The problem – as always in Ireland, to the point of seeming deliberate and intended to obfuscate – is the lack of sentencing data. Current sentencing data is “deeply limited and inadequate for its purpose”, according to a 2023 report by the Judicial Council Sentencing Guidelines and Information Committee (SGIC).

The lack of a central dataset that offers insight into actual sentencing practices poses a “serious” risk to public trust, the report says.

We should also not trust a political establishment that, on the one hand, funds and supports an NGO that seeks to ensure that prisons are used only as a “last resort”, while at the same time making empty gestures in terms of sentencing when public sentiment deteriorates due to suspended sentences.

Interestingly, Limerick solicitor Sarah Ryan this week said criticism of Judge Tom O’Donnell’s ruling in the Crotty case showed a “disregard by some in the media for issues of fairness, balance and dignity”.

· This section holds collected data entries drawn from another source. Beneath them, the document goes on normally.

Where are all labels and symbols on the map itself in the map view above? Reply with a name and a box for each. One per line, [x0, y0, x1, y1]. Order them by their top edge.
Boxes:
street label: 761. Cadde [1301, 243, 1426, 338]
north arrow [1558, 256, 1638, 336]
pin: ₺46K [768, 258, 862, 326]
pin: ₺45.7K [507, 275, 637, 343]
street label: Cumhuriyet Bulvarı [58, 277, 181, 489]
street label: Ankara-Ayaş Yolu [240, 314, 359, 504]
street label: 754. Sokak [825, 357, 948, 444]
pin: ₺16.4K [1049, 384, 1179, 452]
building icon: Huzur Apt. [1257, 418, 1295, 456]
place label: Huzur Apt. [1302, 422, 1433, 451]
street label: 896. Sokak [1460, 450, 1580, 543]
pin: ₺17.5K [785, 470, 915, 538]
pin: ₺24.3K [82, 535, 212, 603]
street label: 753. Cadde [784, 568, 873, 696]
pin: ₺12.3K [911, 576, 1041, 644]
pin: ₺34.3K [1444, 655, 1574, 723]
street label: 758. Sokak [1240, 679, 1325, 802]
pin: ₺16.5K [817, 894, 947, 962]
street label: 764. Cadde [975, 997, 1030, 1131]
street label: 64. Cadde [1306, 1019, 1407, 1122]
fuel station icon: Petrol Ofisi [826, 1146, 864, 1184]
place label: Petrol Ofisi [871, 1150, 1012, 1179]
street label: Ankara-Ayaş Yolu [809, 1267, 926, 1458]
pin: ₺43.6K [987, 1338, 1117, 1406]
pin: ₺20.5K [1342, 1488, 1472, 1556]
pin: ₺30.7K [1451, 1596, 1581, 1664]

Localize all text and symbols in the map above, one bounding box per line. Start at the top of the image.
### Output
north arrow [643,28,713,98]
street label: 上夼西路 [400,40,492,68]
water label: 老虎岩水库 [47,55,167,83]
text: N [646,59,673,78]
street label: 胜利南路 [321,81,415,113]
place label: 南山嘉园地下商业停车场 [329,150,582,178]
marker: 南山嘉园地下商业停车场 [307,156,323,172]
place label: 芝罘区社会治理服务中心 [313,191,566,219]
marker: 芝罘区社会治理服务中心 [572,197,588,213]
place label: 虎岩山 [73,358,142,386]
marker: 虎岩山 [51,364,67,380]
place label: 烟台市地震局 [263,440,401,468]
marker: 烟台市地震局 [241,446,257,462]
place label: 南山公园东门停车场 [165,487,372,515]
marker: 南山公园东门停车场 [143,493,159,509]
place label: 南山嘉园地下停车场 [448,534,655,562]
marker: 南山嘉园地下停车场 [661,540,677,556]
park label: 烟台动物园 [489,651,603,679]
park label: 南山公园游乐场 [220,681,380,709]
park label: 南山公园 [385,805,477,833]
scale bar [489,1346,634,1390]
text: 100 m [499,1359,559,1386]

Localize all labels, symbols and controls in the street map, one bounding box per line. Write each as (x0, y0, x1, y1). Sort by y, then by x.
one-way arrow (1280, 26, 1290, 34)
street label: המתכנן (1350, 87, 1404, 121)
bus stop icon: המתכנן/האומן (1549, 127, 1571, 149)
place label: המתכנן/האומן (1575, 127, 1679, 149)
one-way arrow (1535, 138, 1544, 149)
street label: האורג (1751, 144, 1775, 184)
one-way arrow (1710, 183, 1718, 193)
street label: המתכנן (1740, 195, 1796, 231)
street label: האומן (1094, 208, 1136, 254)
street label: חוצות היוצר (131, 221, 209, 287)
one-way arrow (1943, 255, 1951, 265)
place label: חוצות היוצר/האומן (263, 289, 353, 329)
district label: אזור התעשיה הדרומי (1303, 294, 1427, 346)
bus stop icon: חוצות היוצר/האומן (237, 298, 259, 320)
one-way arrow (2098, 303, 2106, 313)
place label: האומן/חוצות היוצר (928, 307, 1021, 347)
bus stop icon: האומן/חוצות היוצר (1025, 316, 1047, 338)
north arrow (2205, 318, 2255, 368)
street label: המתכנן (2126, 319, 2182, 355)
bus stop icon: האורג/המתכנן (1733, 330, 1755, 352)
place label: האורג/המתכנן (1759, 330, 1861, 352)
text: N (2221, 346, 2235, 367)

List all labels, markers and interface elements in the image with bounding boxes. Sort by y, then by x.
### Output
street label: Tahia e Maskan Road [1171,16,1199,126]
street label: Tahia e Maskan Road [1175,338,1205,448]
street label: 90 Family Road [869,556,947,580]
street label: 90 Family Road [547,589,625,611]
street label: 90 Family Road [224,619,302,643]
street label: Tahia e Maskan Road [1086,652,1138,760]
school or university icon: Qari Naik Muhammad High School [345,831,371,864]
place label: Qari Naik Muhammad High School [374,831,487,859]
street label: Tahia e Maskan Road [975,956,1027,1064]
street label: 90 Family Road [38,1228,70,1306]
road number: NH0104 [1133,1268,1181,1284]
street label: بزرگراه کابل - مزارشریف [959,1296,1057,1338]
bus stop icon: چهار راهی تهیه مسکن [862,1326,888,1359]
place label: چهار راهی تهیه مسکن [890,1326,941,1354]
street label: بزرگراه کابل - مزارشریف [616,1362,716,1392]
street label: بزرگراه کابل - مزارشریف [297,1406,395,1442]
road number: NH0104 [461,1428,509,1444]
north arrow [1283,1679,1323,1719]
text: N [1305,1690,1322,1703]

She said: “Respect and dignity remained hallmarks of Judge O’Donnell’s court, whether in circuit court or circuit court. I never had any doubt that his decisions were made after long consideration, conscientiously, and only after careful consideration of the information presented to the court.”

We don’t really know whether sentences have become more lenient overall – or whether judges are being influenced by campaigns or cultural changes that argue that rehabilitation and the rights of offenders can be more important than punishment for misdemeanours and imprisonment, reflecting society’s rejection of certain types of behaviour.

Perhaps the government and opposition could enable a rigorous and transparent method of collecting such data, as well as adopt a consistent stance on sentencing and funding for NGOs that seek to influence it.